### The problem
Please retype every entry as written, and keep the pictures out.

Saved data entries
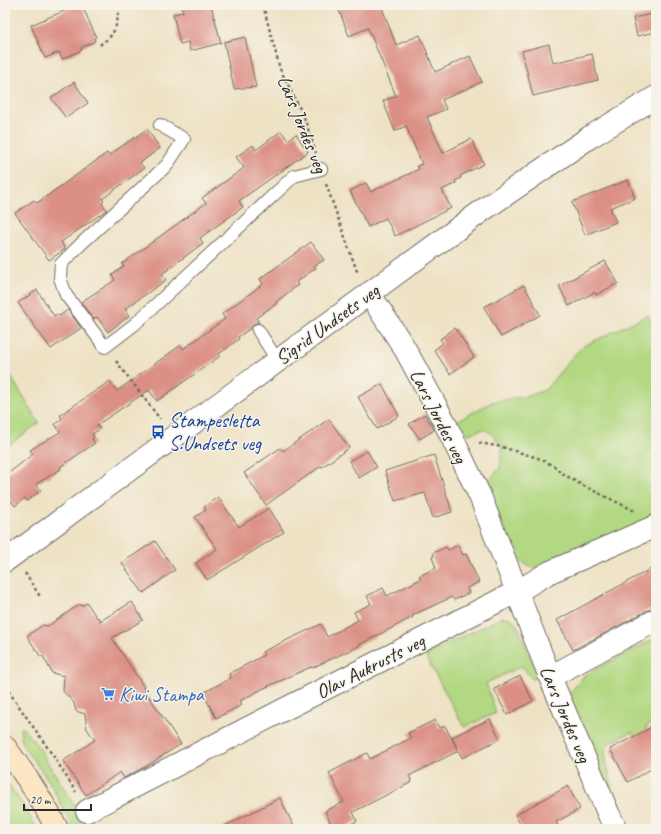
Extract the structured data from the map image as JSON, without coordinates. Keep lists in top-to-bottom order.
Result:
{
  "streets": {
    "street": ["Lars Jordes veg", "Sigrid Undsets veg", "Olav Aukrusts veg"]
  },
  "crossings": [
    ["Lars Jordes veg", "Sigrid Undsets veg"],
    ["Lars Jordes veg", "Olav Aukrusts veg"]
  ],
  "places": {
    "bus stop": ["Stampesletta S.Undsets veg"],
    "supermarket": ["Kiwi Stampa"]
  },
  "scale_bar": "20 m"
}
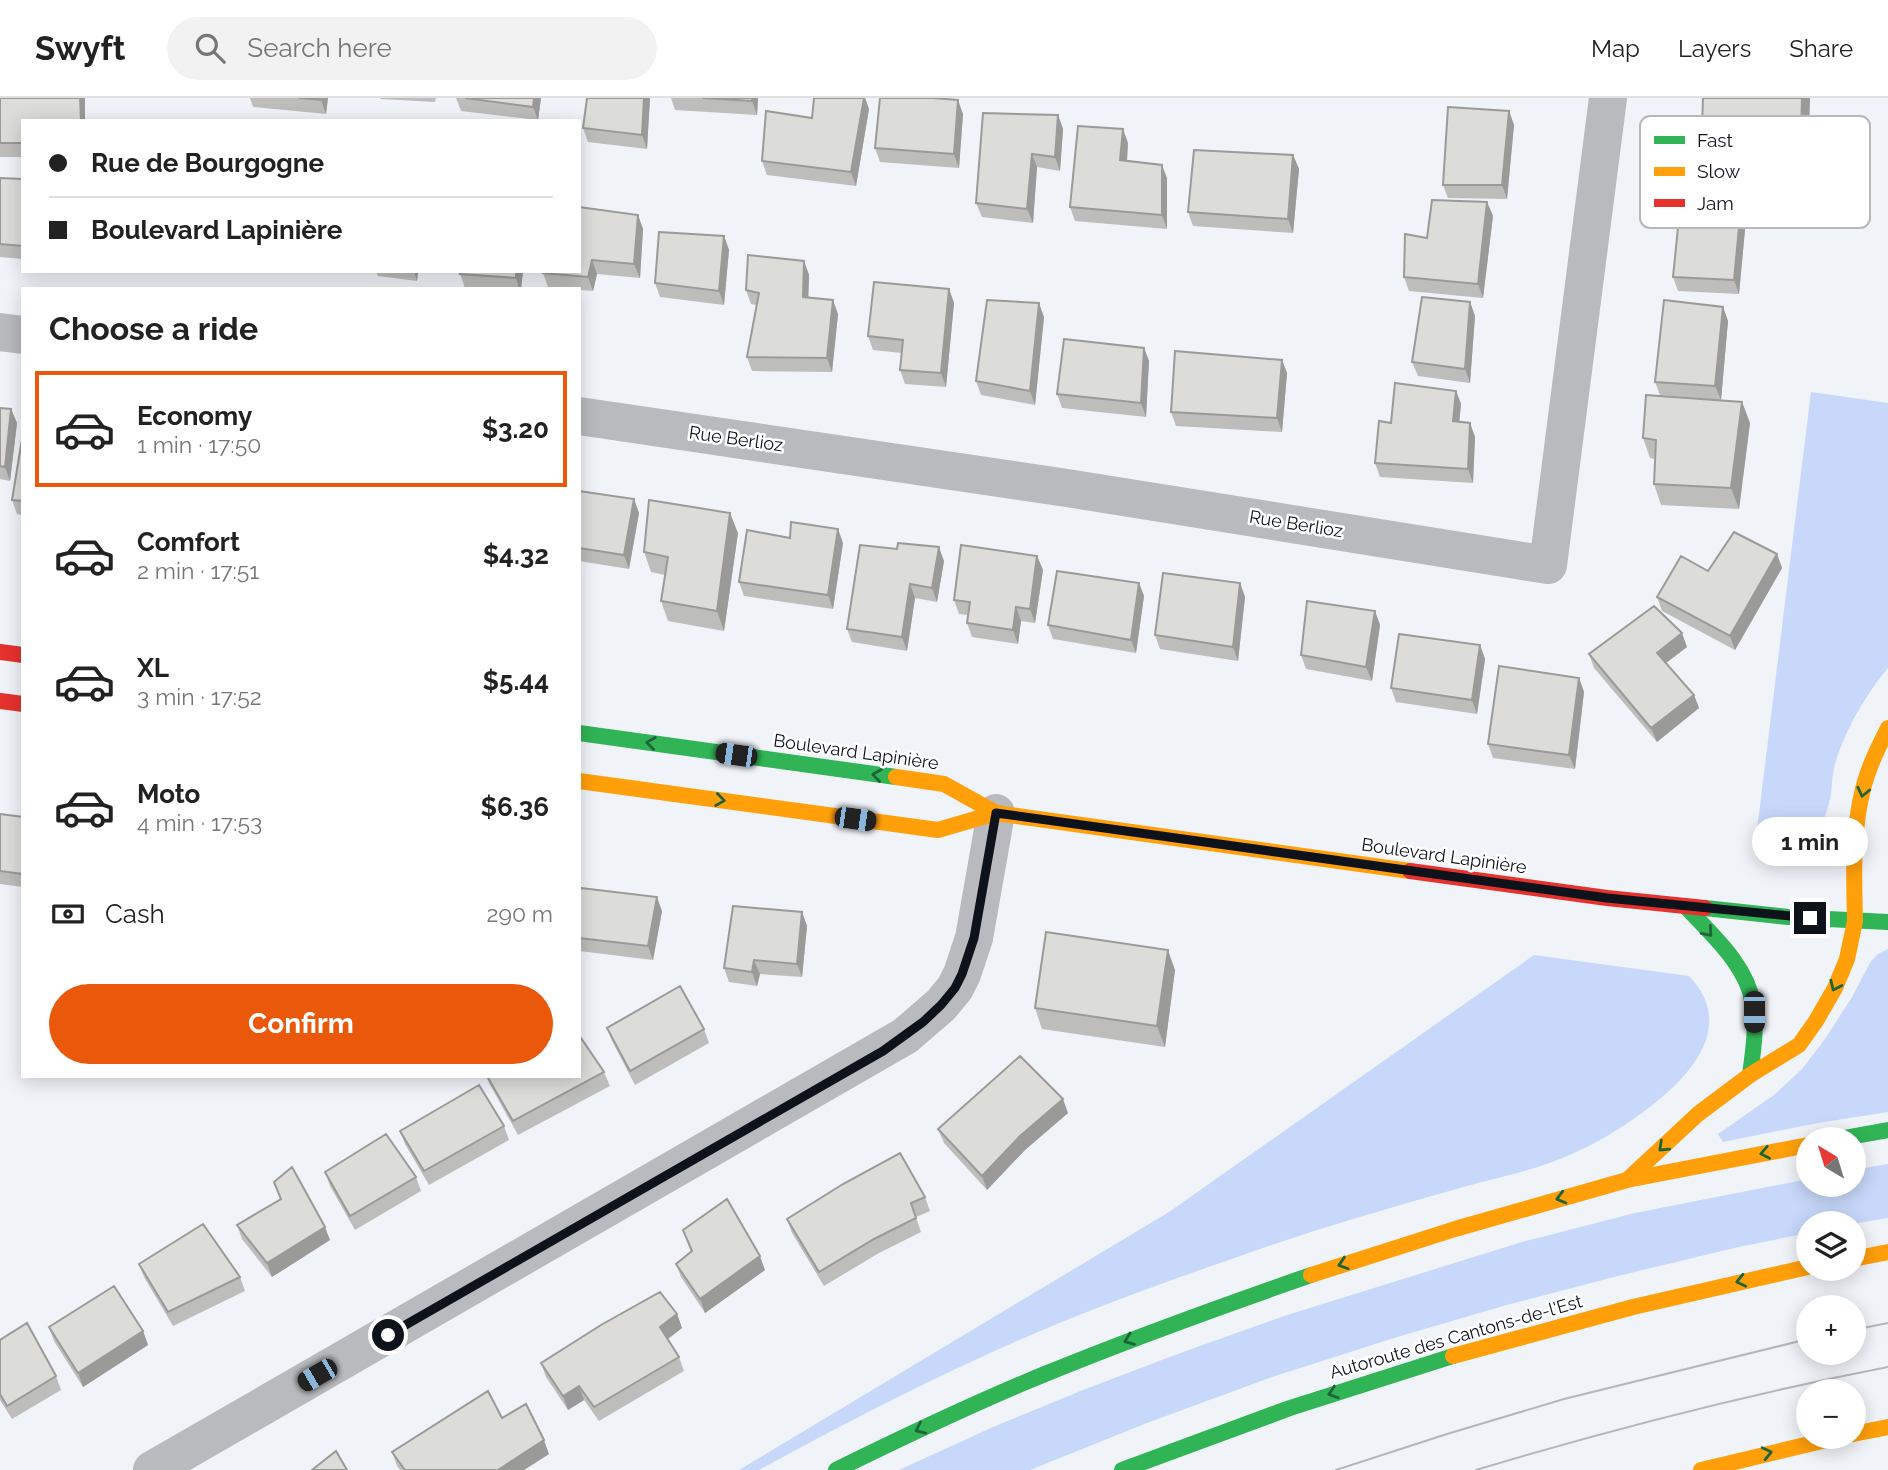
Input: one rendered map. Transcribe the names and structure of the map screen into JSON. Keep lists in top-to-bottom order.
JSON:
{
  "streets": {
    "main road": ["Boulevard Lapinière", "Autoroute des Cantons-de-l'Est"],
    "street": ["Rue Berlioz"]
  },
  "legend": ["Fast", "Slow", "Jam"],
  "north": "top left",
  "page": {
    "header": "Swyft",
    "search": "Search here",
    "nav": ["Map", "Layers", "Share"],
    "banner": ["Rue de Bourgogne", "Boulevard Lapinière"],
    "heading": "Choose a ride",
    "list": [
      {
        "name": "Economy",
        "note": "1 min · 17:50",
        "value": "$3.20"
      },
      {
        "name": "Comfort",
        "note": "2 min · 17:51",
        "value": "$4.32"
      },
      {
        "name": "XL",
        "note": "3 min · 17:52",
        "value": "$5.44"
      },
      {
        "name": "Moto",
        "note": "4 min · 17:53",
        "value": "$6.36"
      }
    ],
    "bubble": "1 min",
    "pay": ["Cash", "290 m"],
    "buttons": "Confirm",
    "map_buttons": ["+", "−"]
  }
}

### Response to this exercise
Extract the structured data from the map image as JSON, without coordinates. Keep lists in top-to-bottom order.
Result:
{
  "streets": {
    "street": ["Lars Jordes veg", "Sigrid Undsets veg", "Olav Aukrusts veg"]
  },
  "crossings": [
    ["Lars Jordes veg", "Sigrid Undsets veg"],
    ["Lars Jordes veg", "Olav Aukrusts veg"]
  ],
  "places": {
    "bus stop": ["Stampesletta S.Undsets veg"],
    "supermarket": ["Kiwi Stampa"]
  },
  "scale_bar": "20 m"
}
Input: one rendered map. Transcribe the names and structure of the map screen into JSON. Keep lists in top-to-bottom order.
JSON:
{
  "streets": {
    "main road": ["Boulevard Lapinière", "Autoroute des Cantons-de-l'Est"],
    "street": ["Rue Berlioz"]
  },
  "legend": ["Fast", "Slow", "Jam"],
  "north": "top left",
  "page": {
    "header": "Swyft",
    "search": "Search here",
    "nav": ["Map", "Layers", "Share"],
    "banner": ["Rue de Bourgogne", "Boulevard Lapinière"],
    "heading": "Choose a ride",
    "list": [
      {
        "name": "Economy",
        "note": "1 min · 17:50",
        "value": "$3.20"
      },
      {
        "name": "Comfort",
        "note": "2 min · 17:51",
        "value": "$4.32"
      },
      {
        "name": "XL",
        "note": "3 min · 17:52",
        "value": "$5.44"
      },
      {
        "name": "Moto",
        "note": "4 min · 17:53",
        "value": "$6.36"
      }
    ],
    "bubble": "1 min",
    "pay": ["Cash", "290 m"],
    "buttons": "Confirm",
    "map_buttons": ["+", "−"]
  }
}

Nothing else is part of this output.